Mmm...Cheesy pizza, classic comfort food at its best. But in the spring months with bathing suit season on the horizon and So Cal turning up the temperature dial it's nice to enjoy a pizza that's lighter on the thick crust and heavier on the veggie toppings. With no dough to knead and bake these individual pizzas are a snap to throw together. In just 15 minutes you can feast on a healthier Tortilla Pizzas with Sundried Tomatoes & Spinach that tastes indulgent but won't leave you with a belly full of bread before hitting the beach. For the lightened-up crust you'll need two 6-inch flour tortillas. Use regular or whole grain tortillas, both taste delicious. Like baked egg tostadas and veggie pita pizza bites the trick is to get the tortillas super crispy before topping. Just brush them with a little oil and pop in the toaster oven for 4 or 5 minutes. If you're using handmade tortillas that are slightly misshapen, don't worry if they overlap a bit. The tortillas will shrink a little as they bake. After a few minutes they'll be golden, crisped up and ready to be sauced. For the sauce, make things easy and grab what's in the fridge. In our house, that means marinara, pesto, and if we've been making veggie pizza spaghetti squash boats an open jar of pizza sauce too. You really can't go wrong; my husband even uses tapenade! If we're making the pizzas with pesto, I usually reduce the mozzarella a little. That way it's not too rich and the cheese doesn't overpower the flavors of the other toppings. And the toppings! Fresh baby spinach, tangy artichokes, sweet roasted red pepper and a punch of sun-dried tomatoes. Yep, these are some seriously grown-up tortilla pizzas. But you can "clear the fridge" and add any toppings you want, I mean they're called Personal Pizzas for a reason. Then it's time for cheese and a quick trip back into the toaster oven to get everything warm and melty. Finish them off with a generous sprinkle of spicy red pepper flakes and a few leaves of fresh basil. Then get ready to devour the best tasting crispy, cheesy, flavorful Tortilla Pizzas with Sundried Tomatoes & Spinach. Ingredients - 2 6-inches Flour Tortilla, regular or whole grain
- 1/2 teaspoon Olive Oil
- 2-3 tablespoons Pizza Sauce, or prepared pesto
- 2 ounces Shredded Mozzarella Cheese, divided
- 2 Artichoke Hearts, canned in water, drained and quartered
- 2 tablespoons Sundried Tomatoes, not packed in oil
- 1/2 cup Fresh Baby Spinach
- 1/4 cup Chopped Roasted Red Peppers
For the Optional Toppings: - Crushed Red Pepper Flakes
- Fresh Basil
- Shredded Parmesan
Directions - Preheat toaster oven to 425°F.

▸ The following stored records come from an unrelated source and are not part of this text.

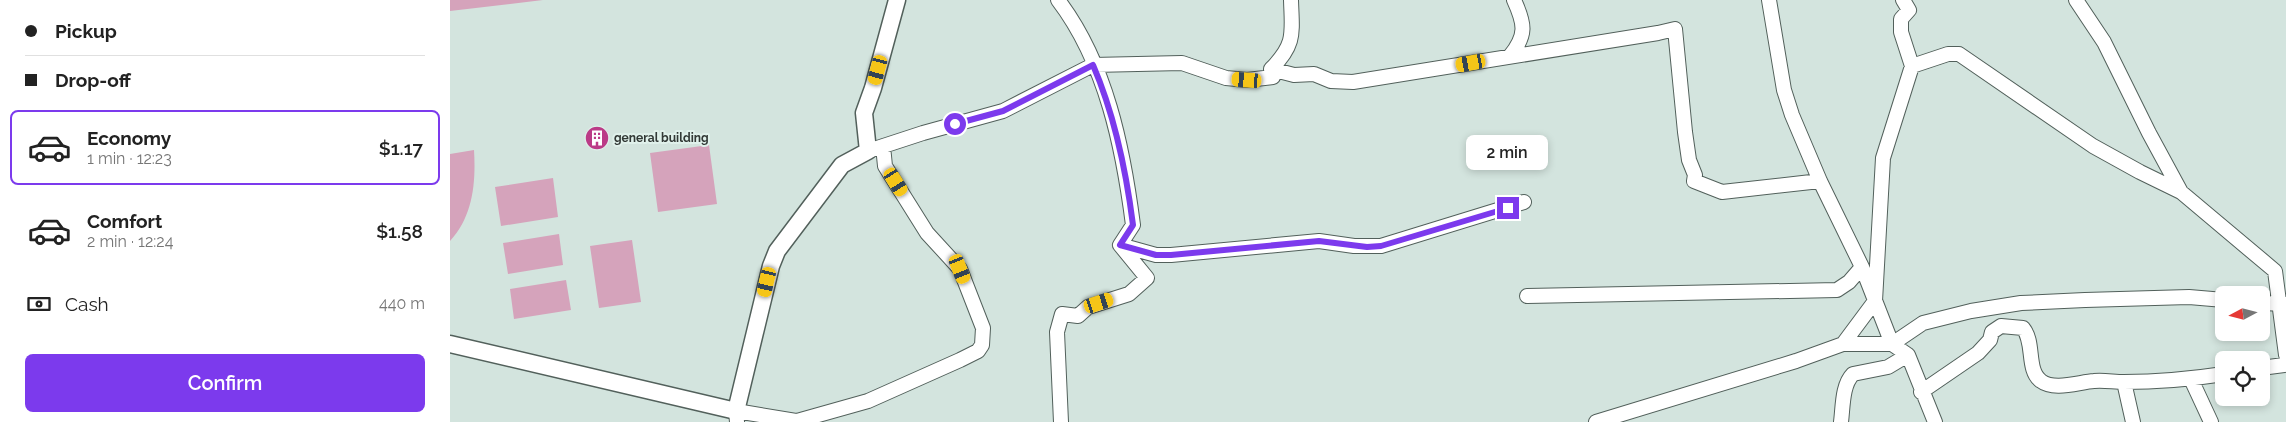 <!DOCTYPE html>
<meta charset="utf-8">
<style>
:root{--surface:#fff;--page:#f2f2f2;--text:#222;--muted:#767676;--line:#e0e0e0;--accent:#7c3aed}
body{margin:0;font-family:Raleway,sans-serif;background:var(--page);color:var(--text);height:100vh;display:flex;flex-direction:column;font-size:19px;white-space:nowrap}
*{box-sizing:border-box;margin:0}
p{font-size:16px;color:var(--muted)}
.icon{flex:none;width:28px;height:28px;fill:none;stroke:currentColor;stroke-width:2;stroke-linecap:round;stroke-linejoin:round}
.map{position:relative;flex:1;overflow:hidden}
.sheet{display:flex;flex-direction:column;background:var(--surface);width:450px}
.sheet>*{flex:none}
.guide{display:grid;align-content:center;height:110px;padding:0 25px;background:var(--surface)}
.needle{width:32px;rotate:263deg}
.tools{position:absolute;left:1765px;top:286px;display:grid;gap:10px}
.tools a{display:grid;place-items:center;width:55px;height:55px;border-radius:8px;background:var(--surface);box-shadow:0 2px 8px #0003;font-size:25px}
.end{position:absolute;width:22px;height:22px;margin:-11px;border:6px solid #7c3aed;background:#fff;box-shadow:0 0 0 2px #fff}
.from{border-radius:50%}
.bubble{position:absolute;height:35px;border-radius:8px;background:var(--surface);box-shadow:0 2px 8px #0003;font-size:16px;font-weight:600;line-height:35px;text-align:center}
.car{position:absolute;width:15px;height:30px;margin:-15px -8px;border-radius:6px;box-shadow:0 0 4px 1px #0007;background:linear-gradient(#f5c518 24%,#345 0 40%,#f5c518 0 76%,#345 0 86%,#f5c518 0)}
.guide b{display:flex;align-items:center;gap:18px;height:48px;font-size:19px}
.guide b+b{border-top:1px solid var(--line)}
.guide i{width:12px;height:12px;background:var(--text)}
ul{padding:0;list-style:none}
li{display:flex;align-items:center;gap:15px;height:75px;margin:0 10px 8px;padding:0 15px;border:2px solid transparent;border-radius:8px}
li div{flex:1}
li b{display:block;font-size:19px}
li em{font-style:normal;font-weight:600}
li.current{border-color:var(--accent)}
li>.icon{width:45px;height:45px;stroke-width:1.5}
.pay{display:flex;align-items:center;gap:12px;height:55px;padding:0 25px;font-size:19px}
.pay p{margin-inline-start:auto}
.primary-button{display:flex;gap:10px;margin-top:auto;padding:10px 25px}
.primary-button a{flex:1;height:58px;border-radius:8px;background:var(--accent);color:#fff;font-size:20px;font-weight:600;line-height:58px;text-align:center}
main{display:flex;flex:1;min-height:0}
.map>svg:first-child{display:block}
.green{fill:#d5a3bb}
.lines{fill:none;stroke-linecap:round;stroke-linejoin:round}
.minor-casing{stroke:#52605b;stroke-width:16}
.tertiary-casing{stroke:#52605b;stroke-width:19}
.minor{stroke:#fff;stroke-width:14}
.tertiary{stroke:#fff;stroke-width:16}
.route{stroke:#7c3aed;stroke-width:6}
.labels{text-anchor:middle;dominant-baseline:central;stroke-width:4;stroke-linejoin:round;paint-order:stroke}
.poi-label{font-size:12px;font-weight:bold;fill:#323936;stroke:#e0f1eb;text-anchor:start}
</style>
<main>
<section class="sheet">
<div class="guide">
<b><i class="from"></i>Pickup</b>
<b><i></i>Drop-off</b>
</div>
<ul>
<li class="current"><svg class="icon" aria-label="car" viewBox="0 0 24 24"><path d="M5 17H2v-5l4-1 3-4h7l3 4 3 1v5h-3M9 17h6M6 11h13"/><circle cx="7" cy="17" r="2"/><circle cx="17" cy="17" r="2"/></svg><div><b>Economy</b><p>1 min · 12:23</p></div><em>$1.17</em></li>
<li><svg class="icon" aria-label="car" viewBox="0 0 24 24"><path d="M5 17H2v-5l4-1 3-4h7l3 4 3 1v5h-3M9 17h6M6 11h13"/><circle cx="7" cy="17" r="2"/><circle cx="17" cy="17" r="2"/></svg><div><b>Comfort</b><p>2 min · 12:24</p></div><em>$1.58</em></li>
</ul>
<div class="pay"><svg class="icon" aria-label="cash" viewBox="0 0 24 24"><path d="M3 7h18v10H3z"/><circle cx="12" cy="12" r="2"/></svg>Cash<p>440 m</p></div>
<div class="primary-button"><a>Confirm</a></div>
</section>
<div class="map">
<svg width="1836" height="422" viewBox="0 0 1836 422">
<rect width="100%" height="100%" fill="#d3e4de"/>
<!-- green -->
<path class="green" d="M 0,0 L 93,0 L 0,11 Z
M 259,145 L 267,204 L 208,212 L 200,153 Z
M 24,150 C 26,183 23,216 0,241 L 0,154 Z
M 103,178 L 108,217 L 51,226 L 45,187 Z
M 109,234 L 113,265 L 58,274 L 53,243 Z
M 182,240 L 191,302 L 149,308 L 140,246 Z
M 116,280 L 121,310 L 64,319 L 60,289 Z"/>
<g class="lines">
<!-- minor casing -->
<g class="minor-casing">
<path id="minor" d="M 608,0 C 656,63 673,147 683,225 L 670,245 L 697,278 L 679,294 L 638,307 L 628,316 L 612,314 L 607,332 L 611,422
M 1319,0 L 1334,90 L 1342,115 L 1370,181 L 1412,267 L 1442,344 L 1458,355 L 1485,422
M 1626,0 L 1654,42 L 1699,133 L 1731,192
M 1060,56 C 1077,35 1075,24 1064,0
M 1462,66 L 1498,54 L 1509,54 L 1643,146 L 1690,172 L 1731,192 L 1825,271 L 1836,355
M 821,69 C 846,44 842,33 841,0
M 418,151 L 473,133 L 553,111 L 643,65 L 732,63 L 776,78 L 797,80 L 823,77 L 821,69 L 844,75 L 864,74 L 881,81 L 903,82 L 1208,33 L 1225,29 L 1235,132 L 1239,160 L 1245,175 L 1244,181 L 1272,192 L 1370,181
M 670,245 L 706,255 L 721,255 L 869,241 L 904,246 L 931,246 L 1074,202
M 1077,296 L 1387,290 L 1399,282 L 1412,267
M 1811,303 L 1836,304
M 1393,344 L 1425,301 L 1433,158 L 1462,66 L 1451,32 L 1451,19 L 1459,10 L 1453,0
M 1811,368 L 1834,365
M 1741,379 L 1761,422
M 1674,382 L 1683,422
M 1471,392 L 1528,353 L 1540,340 L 1542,332 L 1551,326 L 1573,328 C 1585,342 1576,370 1591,381 C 1604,391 1629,382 1644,381 C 1654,380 1664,382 1674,382 C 1708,382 1741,379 1774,374
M 347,421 L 418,401 L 510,360 L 528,351 L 532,345 L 533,328 L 510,269 L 477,233 L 435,166 L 433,146
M 287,422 L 286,411 L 352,422
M 1146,422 L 1346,361 L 1393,344 L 1442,344 L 1473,323 L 1521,311 L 1571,303 L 1635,300 L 1739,297 L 1774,300
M 1391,422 C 1393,407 1392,385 1403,374 L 1438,367 L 1458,355"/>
</g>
<!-- tertiary casing -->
<g class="tertiary-casing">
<path id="tertiary" d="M 0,344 L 286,411 L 321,266 L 327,251 L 392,165 L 418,151 L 414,113 L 423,88 L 447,0"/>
</g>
<!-- minor -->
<use href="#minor" class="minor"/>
<!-- tertiary -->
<use href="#tertiary" class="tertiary"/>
</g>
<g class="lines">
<!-- route -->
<path class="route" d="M 505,124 L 553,111 L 643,65 C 665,116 676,170 683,225 L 670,245 L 706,255 L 721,255 L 869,241 L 917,247 L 931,246 L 1058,208"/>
</g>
<!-- icons -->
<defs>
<g id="building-disc" transform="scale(1.25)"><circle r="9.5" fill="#bb3b87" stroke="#e0f1eb"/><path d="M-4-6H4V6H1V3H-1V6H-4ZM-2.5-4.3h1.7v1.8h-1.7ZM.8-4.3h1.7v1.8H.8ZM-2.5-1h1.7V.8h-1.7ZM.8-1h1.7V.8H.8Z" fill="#fff"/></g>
</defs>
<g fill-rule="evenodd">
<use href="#building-disc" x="147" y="138"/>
</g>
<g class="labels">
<!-- poi labels -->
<g class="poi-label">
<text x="164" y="138">general building</text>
</g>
</g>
</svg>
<div class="tools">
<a><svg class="needle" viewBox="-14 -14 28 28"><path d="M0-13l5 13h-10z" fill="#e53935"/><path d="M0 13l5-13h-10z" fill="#767676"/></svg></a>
<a><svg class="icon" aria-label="locate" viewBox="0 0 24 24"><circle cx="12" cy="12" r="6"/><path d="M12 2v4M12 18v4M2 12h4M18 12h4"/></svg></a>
</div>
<i class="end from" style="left:505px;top:124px"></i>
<i class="end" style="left:1058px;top:208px"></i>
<div class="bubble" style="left:1016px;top:135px;width:82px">2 min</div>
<i class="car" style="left:1021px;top:63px;rotate:260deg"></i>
<i class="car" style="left:428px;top:70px;rotate:195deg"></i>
<i class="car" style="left:797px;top:80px;rotate:274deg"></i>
<i class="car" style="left:446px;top:182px;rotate:148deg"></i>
<i class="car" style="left:510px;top:269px;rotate:158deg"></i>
<i class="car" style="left:317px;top:282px;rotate:193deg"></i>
<i class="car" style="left:649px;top:303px;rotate:72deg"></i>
</div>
</main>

- Place tortillas on a baking pan and brush each side with oil.
- Bake tortillas for 4 to 5 minutes.
- Spoon pesto or pizza sauce evenly over tortillas and sprinkle with half of the cheese. Top with artichokes, sun-dried tomatoes, spinach, roasted red peppers and remaining cheese.
- Bake for 5 to 7 minutes until the cheese is melted and bubbly.
- Serve warm with red pepper flakes, fresh basil and shredded Parmesan.